Tahra TAH 685, 57:11 [Distr. by Harmonia mundi] *****:

To have yet another reading of the Beethoven Fifth Piano Concerto by Italian virtuoso Arturo Benedetti Michelangeli (1920-1995) may seem superfluous in an age of recordings that has resurrected several of his outstanding collaborations –with Celibidache, Previtali, and Previn –besides his commercial inscription for DGG with Carlo Maria Giulini. Yet each new unearthing yields more astonishing technique and musical acuity of an order that resists mortal description. The performance given here from Rome (12 December 1959) [therefore probably mono, eh?…Ed.] under the equally strong personality of Massimo Freccia (1906-2004) shimmers with nervous, leonine energy, pulsating between Michelangeli’s liquidly superheated runs and the barely contained French horn and tympanic flurries from the orchestra. Tiny adjustments to rhythm and harmonized chords provide enough gradation and nuanced definition to create what Celibidache called “orchestral color” in Michelangeli’s playing.
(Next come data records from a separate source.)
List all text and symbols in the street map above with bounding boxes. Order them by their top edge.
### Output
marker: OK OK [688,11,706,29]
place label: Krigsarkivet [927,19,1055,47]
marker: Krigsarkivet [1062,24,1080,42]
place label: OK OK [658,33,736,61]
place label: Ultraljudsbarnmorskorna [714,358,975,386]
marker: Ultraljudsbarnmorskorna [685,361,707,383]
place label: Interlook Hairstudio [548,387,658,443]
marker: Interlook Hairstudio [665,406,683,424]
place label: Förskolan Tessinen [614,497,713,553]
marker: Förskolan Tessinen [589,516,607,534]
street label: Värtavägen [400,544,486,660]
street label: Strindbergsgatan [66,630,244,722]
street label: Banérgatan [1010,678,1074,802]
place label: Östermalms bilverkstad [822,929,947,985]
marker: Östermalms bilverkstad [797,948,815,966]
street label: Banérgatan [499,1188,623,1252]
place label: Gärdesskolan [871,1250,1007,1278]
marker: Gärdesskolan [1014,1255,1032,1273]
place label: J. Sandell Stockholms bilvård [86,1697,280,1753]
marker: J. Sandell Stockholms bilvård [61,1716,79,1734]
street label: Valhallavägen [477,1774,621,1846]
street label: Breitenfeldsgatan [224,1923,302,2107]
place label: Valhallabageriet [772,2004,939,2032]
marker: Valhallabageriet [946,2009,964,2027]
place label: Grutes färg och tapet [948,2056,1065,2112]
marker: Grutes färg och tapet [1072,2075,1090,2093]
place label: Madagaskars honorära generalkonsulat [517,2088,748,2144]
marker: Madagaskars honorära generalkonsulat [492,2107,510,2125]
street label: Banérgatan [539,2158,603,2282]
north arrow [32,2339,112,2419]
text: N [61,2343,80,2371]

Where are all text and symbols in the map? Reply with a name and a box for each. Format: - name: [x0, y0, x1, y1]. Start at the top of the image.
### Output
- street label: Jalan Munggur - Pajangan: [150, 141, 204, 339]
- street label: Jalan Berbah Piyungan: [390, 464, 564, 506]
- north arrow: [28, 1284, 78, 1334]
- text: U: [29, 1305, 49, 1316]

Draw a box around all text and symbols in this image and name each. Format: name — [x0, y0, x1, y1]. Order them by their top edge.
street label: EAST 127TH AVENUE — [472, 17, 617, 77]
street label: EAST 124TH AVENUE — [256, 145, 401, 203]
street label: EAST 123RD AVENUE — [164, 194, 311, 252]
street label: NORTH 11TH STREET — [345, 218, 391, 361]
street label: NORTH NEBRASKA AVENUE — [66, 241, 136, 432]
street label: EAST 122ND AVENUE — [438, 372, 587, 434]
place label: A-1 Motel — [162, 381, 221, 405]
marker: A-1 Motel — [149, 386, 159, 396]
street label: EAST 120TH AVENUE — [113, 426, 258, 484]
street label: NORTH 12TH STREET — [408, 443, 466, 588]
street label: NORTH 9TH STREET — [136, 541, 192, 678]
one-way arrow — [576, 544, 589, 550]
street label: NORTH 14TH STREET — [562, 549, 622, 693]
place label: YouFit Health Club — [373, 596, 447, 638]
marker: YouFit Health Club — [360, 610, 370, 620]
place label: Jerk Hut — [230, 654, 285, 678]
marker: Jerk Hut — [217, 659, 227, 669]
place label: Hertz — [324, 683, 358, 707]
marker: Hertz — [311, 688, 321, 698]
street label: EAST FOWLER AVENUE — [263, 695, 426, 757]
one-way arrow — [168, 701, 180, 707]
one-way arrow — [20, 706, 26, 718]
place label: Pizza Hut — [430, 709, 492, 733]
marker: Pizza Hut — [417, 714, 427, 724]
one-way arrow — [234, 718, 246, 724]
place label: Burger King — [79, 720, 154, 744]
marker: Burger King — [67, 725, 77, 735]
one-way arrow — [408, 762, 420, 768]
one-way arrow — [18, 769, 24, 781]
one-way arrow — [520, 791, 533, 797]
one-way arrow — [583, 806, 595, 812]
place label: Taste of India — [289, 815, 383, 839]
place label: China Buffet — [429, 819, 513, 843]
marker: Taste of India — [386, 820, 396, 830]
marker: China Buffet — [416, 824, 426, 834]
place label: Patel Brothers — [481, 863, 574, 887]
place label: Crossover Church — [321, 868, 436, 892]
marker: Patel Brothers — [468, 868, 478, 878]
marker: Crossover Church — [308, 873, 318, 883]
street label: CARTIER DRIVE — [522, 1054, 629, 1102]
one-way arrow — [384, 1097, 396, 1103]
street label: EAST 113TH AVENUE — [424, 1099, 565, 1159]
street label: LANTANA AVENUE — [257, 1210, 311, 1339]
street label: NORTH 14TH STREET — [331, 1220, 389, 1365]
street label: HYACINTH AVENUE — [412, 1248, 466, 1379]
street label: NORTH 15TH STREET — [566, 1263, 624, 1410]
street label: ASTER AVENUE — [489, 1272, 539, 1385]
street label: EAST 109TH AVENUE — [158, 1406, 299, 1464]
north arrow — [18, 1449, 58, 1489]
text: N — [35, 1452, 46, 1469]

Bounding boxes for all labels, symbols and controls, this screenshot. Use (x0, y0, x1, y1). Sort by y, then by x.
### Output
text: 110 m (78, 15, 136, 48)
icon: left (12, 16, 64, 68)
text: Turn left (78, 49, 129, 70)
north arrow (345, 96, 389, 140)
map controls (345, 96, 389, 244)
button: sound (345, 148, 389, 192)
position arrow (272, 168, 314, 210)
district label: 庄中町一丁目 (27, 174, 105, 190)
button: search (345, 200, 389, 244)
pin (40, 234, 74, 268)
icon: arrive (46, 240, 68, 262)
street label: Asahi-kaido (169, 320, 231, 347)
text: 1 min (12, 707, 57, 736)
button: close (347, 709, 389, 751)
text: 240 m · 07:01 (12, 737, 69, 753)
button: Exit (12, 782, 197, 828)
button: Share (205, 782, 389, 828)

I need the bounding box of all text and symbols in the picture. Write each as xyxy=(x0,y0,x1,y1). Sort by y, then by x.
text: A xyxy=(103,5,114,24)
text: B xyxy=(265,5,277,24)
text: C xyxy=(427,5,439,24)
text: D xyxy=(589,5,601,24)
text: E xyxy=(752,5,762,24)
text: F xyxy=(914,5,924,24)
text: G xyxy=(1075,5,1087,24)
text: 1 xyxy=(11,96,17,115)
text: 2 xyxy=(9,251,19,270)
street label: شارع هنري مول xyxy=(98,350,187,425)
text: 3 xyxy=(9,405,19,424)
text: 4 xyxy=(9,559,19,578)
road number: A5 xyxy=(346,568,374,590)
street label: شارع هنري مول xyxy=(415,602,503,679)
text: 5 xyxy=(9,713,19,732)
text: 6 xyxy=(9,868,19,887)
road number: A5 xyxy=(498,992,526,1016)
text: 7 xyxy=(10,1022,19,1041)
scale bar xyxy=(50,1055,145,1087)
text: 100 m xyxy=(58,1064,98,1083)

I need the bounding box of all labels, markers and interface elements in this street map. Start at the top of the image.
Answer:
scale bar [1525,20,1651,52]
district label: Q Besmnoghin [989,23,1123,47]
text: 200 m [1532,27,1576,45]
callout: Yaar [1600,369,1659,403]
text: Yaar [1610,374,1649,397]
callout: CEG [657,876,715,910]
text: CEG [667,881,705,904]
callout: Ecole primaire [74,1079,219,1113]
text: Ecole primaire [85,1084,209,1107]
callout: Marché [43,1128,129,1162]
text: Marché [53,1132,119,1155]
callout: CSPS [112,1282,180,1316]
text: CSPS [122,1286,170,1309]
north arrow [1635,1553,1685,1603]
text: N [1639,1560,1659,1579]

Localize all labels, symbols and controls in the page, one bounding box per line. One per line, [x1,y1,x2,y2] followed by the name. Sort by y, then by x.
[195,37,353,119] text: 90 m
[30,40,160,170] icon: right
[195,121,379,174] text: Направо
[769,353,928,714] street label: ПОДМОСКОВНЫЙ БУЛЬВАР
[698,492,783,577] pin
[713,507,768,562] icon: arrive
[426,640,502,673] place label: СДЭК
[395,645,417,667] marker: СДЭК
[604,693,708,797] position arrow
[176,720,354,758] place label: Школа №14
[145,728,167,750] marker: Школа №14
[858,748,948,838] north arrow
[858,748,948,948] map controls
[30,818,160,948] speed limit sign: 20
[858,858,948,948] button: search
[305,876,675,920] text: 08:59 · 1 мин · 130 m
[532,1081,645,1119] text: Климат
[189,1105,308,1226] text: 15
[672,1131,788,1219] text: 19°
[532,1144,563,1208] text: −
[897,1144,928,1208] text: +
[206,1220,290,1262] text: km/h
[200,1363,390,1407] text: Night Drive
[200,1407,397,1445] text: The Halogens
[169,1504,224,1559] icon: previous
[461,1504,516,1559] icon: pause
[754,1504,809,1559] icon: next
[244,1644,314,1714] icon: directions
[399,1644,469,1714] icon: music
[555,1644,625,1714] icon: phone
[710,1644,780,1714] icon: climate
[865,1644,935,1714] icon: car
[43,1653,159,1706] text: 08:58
The ease of articulation and the sheer security of his landings make Michelangelo a kind of pianistic toreador, whirling a cape in veronicas and dragonfly roulades that occasionally storm like Blake’s Tyger.

We listen in awe to a tensile strength in the keyboard part whose power can only be measured by its pearly softness and detached precision. We begin to sense in the course of the vast unfolding of this concerto exactly what a  potent vehicle Beethoven had created for his own gifts. That such demonic power might also sing with deep humanity only deepens the mystery. For a testament to tonal and rhythmic control, listen to Michelangeli’s departure from the series of rising trills in the Adagio that swagger into a statement of the main theme and its subsequent dialogue with the woodwinds. The Rondo, happily, proceeds expansively and gaily, both a dance of levity and monumental proportions.  Plastic, lyrical, frolicking, stentorian, Michelangeli’s protean character captures the infinite facets of this fiercely spirited music, a concerto that he must have confronted and embraced over 100 times.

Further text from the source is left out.